This past year, the Physicians Committee for Responsible Medicine (PCRM) put up a series of billboards in Albany, New York, displaying a man’s belly bulging over his belt, captioned “Your Abs on Cheese,” and another of a woman’s large dimpled legs, captioned “Your Thighs on Cheese.” Their point? “Cheese is loaded with fat, cholesterol, sodium, and calories,” states PCRM. “It should come with a warning label.” PCRM president Dr. Neal Barnard has repeatedly called cheese “dairy crack.” The Washington D.C.–based group, which aggressively promotes a vegan diet for Americans, targeted Albany because more than half of its adult residents are overweight or obese; they put similar billboards in Wisconsin, the cheesemaking epicenter of the United States.

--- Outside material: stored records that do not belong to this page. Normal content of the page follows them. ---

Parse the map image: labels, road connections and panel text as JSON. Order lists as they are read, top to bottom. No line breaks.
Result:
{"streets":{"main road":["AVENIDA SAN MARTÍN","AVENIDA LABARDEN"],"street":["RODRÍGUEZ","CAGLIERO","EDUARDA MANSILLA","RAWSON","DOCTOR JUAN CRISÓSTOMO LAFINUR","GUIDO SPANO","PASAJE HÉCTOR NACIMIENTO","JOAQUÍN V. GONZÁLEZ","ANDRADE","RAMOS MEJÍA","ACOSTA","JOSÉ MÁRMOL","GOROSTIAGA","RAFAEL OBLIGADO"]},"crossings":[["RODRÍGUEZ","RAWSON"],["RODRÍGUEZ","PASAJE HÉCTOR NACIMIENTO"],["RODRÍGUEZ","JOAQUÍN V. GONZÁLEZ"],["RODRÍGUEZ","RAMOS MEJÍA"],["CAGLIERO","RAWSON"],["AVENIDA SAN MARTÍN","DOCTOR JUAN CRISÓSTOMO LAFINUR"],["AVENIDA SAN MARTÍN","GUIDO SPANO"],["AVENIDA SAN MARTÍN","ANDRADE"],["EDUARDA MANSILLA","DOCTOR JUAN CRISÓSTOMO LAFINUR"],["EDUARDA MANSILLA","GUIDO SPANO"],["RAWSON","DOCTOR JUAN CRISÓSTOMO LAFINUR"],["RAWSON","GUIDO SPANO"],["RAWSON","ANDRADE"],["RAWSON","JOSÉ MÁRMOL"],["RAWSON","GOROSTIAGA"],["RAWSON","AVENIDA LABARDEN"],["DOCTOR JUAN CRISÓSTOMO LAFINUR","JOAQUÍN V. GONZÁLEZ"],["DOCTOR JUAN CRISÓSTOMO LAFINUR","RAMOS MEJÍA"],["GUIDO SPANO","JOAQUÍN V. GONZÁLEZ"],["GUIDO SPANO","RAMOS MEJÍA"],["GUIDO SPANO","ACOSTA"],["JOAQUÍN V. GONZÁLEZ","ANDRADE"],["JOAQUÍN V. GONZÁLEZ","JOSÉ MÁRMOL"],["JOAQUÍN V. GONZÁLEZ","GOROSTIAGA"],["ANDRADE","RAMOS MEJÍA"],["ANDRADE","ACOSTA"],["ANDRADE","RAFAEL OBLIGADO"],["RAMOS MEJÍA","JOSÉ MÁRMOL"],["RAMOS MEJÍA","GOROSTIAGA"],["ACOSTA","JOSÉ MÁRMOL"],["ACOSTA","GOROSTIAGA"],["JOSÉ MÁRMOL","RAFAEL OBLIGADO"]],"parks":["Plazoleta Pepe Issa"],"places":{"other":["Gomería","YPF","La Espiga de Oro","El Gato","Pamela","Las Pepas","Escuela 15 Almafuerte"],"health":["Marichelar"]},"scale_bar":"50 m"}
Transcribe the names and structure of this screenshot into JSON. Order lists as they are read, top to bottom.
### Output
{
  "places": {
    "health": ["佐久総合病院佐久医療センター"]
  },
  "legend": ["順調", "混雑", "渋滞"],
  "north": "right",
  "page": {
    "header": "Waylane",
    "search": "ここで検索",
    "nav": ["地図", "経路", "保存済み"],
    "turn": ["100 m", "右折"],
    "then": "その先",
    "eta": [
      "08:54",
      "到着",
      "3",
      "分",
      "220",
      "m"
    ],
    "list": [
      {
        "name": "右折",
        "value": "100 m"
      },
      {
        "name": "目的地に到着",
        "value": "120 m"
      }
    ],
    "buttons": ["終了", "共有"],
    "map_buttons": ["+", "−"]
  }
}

Obesity has become an American epidemic in the past 20 years; Europe isn’t far behind. While an estimated 63.1 percent of Americans are overweight or obese, about half the population of Europe falls into the same categories. Interestingly, though, in France—where 96 percent of the population eats cheese at a per capita rate of about 52 pounds a year (versus 29.8 pounds for Americans)—the incidence of obesity is one of the lowest in Europe.
While PCRM contends that cheese is the largest cause of our obesity epidemic, many experts reject this simplistic theory. Excessive weight gain results from many interacting factors in our “obesogenic” culture, they argue. But as data accumulates on the subject, two factors in particular appear to parallel the soaring national weight gain: what we eat and how much of it. Statistically, the six top calorie sources in the current U.S. diet are grain-based desserts (cake, cookies, etc.), breads, chicken-based dishes, sweetened beverages, pizza, and alcoholic beverages. Our food has become more like an institutional cafeteria diet, awash in a large variety of packaged foods, take-out fast food, and sweetened beverages. Studies also show a nearly 20 percent increase in per capita calorie intake since the 1980s. If anything can single-handedly account for the increase in body fatness over the past 30 years, it is this whopping increase in calories we’re consuming. Even Barnard has stated, “Studies clearly show that weight gain in the United States over the past 30 years is almost entirely due to changing eating habits.” Why pick on just cheese then?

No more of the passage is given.